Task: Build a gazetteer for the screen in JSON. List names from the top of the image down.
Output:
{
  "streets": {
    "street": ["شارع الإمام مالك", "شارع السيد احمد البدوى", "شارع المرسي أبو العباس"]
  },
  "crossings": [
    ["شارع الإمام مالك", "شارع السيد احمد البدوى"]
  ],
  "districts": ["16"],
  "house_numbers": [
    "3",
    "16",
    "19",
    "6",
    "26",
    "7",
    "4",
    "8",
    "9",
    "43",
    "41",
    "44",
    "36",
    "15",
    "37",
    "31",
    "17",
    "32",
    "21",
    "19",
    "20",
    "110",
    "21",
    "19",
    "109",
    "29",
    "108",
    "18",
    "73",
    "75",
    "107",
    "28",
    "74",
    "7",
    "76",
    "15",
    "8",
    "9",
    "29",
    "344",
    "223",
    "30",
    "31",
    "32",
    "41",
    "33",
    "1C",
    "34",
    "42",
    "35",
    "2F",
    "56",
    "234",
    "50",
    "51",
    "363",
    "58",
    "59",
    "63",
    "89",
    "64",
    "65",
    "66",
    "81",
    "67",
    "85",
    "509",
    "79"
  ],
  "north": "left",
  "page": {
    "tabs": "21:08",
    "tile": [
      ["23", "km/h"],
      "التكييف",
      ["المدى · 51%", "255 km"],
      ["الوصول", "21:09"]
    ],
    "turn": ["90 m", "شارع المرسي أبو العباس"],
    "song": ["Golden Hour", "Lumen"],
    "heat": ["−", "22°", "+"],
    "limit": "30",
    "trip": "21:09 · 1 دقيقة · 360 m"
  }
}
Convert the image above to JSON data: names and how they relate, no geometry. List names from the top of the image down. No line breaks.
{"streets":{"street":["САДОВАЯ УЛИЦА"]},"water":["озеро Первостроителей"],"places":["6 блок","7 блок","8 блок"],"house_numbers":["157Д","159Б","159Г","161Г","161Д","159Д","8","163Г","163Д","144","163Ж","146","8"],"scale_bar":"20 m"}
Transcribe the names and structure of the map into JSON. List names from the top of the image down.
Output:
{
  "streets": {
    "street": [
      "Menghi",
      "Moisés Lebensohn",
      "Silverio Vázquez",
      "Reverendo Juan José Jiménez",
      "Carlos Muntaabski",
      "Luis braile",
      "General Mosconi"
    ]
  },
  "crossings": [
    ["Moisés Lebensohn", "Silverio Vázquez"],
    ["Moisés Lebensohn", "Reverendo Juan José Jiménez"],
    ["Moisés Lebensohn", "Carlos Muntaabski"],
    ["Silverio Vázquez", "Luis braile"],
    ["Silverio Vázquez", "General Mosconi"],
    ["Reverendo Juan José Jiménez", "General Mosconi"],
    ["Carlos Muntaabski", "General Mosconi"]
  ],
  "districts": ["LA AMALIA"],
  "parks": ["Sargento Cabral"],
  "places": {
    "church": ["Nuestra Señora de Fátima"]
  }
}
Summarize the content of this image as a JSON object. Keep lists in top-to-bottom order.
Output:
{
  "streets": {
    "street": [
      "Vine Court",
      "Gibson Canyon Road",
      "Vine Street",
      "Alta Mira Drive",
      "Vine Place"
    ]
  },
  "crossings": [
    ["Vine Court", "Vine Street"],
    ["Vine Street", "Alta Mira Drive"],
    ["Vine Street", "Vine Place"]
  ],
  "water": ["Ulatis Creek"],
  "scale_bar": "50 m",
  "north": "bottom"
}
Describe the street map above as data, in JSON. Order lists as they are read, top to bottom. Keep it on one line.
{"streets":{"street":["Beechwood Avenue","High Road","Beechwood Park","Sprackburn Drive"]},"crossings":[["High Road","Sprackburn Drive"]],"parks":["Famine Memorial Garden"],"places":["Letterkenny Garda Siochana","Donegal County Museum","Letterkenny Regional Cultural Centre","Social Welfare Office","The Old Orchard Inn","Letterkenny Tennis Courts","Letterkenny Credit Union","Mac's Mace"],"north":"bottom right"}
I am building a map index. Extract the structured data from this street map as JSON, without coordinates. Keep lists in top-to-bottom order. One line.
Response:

AIM OF THE EXERCISE
Only the number is needed here: how many lines of the records contain "this"?

SOLVED PROBLEM
2